II. The Need for Private Ministry

a. Jesus gets away

– Mark tells us that as things were becoming crazy with his public ministry Jesus “went up on the mountain….” He got away! Because of the demands of his public ministry Jesus recognized the need for private ministry.

– Luke tells us that Jesus went up to pray (Lk 6:12)
– He had to replenish himself
– If Jesus had to do this, then how much more do we need to do this?
– We are the opposite of Jesus (usually). We are prideful, we don’t recognize our physical limitations and our spiritual dependence upon God, and so we don’t get away.

b. Jesus shared his ministry

– Not only did Jesus “get away” but he also shared his ministry. Mark tells us that Jesus “called him… READ PASSAGE vv. 13b-19”

– What we see here is not Jesus becoming overwhelmed and trying to find qualified help. Jesus is strategically and sovereignly calling 12 men to be his special representatives.

– It is strategic:

– He could teach them (v. 14)
– They could help spread his message (vv. 14-15)
– They would be eye witnesses after Jesus left.

– It was sovereign:

– He chose them. He was the initiator. He was establishing a new 12.
– They would have been just like the crowds if he hadn’t intervened in their life (us too!)

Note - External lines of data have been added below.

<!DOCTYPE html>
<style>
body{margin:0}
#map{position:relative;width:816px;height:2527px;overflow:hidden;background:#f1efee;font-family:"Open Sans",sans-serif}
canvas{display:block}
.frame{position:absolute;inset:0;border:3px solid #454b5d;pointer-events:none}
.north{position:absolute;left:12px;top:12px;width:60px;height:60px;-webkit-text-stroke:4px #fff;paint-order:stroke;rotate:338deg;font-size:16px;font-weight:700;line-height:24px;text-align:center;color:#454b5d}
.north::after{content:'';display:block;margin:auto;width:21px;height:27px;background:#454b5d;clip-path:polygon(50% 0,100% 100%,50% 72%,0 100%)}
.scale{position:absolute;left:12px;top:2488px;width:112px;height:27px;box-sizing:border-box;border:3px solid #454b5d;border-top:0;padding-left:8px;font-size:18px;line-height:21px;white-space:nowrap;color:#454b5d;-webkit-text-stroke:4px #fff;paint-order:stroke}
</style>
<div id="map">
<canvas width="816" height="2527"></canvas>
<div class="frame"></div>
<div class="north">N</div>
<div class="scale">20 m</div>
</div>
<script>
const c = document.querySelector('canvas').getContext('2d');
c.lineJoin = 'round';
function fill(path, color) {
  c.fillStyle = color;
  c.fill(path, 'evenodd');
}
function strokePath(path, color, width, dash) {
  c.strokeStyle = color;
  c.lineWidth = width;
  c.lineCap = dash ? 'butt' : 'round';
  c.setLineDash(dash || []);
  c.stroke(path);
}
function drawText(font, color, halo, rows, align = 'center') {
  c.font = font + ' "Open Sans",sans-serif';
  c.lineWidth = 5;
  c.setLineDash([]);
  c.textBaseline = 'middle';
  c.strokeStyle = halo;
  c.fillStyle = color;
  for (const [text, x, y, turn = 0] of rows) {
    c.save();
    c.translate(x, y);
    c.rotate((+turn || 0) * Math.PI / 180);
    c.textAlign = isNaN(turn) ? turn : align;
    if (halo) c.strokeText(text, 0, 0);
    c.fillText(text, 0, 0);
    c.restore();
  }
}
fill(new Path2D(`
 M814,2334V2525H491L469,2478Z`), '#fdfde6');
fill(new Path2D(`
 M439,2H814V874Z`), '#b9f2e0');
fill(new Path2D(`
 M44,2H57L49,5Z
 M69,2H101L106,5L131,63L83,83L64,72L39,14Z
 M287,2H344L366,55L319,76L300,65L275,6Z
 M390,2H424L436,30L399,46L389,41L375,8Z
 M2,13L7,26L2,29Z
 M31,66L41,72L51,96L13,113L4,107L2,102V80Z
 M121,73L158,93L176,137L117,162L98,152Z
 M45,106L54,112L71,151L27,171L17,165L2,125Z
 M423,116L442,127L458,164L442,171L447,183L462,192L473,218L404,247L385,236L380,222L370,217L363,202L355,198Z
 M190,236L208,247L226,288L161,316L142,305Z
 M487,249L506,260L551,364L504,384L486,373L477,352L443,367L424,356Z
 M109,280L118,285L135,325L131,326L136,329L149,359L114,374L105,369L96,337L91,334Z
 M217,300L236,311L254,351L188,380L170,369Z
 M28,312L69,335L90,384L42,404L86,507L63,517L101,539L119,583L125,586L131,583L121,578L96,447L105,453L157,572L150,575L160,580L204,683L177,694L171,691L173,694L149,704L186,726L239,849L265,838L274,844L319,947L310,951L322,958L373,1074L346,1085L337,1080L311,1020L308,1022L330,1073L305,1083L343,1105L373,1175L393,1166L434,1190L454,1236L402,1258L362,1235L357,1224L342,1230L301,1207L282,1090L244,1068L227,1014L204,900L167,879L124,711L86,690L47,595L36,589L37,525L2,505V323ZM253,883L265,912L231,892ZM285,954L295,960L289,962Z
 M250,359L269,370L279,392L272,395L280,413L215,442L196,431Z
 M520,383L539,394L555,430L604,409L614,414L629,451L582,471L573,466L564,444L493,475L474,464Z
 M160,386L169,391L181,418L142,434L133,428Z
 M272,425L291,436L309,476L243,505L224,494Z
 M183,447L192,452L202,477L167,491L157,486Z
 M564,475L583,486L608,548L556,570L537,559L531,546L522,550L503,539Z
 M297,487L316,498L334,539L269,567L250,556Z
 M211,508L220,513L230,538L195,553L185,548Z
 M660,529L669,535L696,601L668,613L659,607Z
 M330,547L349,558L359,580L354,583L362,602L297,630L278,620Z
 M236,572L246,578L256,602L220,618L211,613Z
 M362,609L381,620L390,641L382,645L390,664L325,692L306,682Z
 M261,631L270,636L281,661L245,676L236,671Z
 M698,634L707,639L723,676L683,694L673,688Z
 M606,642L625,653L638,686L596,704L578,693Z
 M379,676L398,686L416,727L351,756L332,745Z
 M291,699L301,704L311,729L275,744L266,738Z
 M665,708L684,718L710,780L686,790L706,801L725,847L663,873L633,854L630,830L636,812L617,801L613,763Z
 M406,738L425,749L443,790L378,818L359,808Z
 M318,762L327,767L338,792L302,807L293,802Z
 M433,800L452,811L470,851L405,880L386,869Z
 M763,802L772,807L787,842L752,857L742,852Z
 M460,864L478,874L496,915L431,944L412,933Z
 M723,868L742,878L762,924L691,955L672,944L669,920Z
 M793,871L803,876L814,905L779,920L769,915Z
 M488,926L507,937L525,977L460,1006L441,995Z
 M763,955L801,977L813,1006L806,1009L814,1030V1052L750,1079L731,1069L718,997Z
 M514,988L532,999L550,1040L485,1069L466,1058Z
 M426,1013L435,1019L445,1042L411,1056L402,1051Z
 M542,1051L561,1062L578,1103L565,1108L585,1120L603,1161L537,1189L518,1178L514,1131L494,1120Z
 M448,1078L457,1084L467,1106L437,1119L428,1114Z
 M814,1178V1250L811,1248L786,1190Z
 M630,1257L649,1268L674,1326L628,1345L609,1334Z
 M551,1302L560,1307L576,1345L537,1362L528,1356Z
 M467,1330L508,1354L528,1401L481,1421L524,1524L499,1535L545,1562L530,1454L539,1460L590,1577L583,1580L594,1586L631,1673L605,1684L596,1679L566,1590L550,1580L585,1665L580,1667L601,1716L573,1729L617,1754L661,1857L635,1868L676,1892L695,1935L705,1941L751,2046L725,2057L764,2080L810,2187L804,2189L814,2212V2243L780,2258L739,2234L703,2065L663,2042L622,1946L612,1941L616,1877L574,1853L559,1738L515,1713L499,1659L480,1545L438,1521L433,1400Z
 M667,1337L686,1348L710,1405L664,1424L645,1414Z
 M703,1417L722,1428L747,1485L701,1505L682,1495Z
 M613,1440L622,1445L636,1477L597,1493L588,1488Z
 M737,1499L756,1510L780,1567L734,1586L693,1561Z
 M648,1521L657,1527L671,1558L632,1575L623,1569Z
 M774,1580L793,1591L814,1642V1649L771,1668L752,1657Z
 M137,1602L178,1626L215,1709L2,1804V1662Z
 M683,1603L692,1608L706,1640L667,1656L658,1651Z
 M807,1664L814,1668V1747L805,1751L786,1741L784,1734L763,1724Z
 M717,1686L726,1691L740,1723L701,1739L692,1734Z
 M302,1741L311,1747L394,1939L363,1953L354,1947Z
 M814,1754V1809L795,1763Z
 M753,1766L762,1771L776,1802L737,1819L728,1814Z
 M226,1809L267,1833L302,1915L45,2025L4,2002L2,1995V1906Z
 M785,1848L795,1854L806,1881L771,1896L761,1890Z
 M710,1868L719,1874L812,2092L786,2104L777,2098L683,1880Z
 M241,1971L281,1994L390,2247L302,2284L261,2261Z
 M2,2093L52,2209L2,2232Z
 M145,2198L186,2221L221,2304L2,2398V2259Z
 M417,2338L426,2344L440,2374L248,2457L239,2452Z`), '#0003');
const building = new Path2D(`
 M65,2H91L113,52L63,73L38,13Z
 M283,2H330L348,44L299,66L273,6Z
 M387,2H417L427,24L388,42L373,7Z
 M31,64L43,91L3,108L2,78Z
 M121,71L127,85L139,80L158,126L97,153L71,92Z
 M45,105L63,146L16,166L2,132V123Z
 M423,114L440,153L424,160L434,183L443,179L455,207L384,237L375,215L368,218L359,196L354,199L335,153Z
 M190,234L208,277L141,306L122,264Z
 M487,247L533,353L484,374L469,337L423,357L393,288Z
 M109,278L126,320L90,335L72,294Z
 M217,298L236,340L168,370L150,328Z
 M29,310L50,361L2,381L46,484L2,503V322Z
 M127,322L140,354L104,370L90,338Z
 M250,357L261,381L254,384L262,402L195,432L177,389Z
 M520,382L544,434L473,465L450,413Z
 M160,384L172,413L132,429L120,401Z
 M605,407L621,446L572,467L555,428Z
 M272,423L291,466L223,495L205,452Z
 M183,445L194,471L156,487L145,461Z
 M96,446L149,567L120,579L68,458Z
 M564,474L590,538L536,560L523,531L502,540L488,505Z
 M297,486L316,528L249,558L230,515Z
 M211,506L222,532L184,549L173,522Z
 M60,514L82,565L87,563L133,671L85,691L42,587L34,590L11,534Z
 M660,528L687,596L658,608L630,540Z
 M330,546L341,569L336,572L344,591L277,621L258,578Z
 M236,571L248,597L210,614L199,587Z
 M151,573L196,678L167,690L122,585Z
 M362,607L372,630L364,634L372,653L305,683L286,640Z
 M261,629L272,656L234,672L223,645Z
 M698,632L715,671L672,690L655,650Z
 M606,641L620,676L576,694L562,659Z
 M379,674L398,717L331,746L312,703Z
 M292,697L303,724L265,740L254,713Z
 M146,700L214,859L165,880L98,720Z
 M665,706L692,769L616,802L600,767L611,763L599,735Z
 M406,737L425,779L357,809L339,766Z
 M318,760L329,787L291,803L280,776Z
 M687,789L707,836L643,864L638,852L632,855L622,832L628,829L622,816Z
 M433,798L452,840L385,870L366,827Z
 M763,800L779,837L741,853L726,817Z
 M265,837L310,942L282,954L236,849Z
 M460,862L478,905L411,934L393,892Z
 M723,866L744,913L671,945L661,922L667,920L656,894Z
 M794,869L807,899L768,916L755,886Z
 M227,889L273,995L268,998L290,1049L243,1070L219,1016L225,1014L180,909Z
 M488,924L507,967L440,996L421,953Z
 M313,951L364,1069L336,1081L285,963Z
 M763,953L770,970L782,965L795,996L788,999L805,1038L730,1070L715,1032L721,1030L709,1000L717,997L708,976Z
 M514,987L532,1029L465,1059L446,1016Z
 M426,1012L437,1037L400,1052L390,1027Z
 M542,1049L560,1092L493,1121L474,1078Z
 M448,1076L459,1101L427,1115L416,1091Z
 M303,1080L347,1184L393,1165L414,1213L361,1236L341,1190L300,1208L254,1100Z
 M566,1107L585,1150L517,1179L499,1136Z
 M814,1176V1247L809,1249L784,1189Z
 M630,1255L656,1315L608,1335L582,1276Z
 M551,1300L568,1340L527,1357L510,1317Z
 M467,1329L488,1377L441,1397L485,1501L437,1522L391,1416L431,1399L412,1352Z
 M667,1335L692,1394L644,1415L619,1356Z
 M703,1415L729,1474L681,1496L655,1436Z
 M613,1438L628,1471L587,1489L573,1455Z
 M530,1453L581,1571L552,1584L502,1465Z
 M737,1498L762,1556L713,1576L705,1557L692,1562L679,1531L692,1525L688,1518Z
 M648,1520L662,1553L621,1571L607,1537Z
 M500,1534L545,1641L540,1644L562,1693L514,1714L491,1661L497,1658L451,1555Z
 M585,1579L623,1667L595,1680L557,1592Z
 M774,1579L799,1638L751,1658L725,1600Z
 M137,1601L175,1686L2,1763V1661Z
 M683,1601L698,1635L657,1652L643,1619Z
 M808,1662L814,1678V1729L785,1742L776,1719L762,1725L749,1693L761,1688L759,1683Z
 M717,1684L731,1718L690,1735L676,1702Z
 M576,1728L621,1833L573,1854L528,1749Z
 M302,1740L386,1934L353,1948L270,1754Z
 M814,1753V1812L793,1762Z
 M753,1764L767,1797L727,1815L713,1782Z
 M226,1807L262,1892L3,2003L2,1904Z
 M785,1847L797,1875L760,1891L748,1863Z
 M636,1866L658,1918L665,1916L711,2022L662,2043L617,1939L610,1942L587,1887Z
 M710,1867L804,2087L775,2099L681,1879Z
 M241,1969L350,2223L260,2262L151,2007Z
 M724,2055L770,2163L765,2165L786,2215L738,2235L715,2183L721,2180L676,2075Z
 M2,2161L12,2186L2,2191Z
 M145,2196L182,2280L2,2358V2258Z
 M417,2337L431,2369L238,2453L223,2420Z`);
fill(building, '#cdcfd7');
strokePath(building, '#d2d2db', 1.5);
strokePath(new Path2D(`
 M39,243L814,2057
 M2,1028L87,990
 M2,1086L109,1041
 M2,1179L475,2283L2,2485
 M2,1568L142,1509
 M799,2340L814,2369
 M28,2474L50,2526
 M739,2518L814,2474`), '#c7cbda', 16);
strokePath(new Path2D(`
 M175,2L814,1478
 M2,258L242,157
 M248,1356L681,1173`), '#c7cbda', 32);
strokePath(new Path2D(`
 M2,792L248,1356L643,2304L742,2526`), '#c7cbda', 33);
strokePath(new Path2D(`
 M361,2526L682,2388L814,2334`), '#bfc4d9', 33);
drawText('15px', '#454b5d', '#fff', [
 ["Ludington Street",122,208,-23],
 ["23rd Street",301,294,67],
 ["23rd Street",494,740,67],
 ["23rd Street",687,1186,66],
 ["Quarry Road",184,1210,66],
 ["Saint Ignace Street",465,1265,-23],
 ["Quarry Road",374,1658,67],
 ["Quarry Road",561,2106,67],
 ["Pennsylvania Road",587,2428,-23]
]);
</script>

– These guys were not qualified for the work they had to do. It was Jesus’ work in their life that made them qualified. Just look at these guys:

Simon Peter: He was the leader of the 12, but usually he had his foot in his mouth. Jesus made him into a Rock. Roman church would have been close to Peter.
James & John: The sons of thunder with a temper (Luke 9:54-56) became the sons of thunder for the gospel. John wrote an epistle. James martyred (Acts 12:2).
Andrew: Peter’s brother.
Philip: Always honest even when he didn’t understand (John 14:8-9). Eventually used to spread the gospel to Ethiopia (Acts 8:26ff).
Bartholomew: also known as Nathanael (John 1:45-49)
Matthew: Also known as Levi (cf. 2:15-18)
Thomas: An eternal pessimist (i.e. John 11:16). “Doubted” but eventually declared “My Lord and my God.” (John 20:24-28) Tradition of taking the gospel to India.
James son Alphaeus: No relation to Matthew; also known as James the Less (15:40).
Thaddaeus: Also “Judas not Iscariot” of John 14:22.
Simon the Cananean: He was a zealot (Luke 6:15; Acts 1:13). Isn’t it amazing that a zealot could serve together with Levi a tax collector?
Judas Iscariot: Even in this we see Jesus’ sovereign grace. He chose Judas knowing the outcome.

Conclusion:

– In this passage we have scene a small example that reveals a big principle. Jesus, as God, is sovereignly in control. He is the kind of leader that we need to be following.

– If we do follow Jesus it will be because of the grace he has shown us, and he will change our lives (just he like he did with the disciples).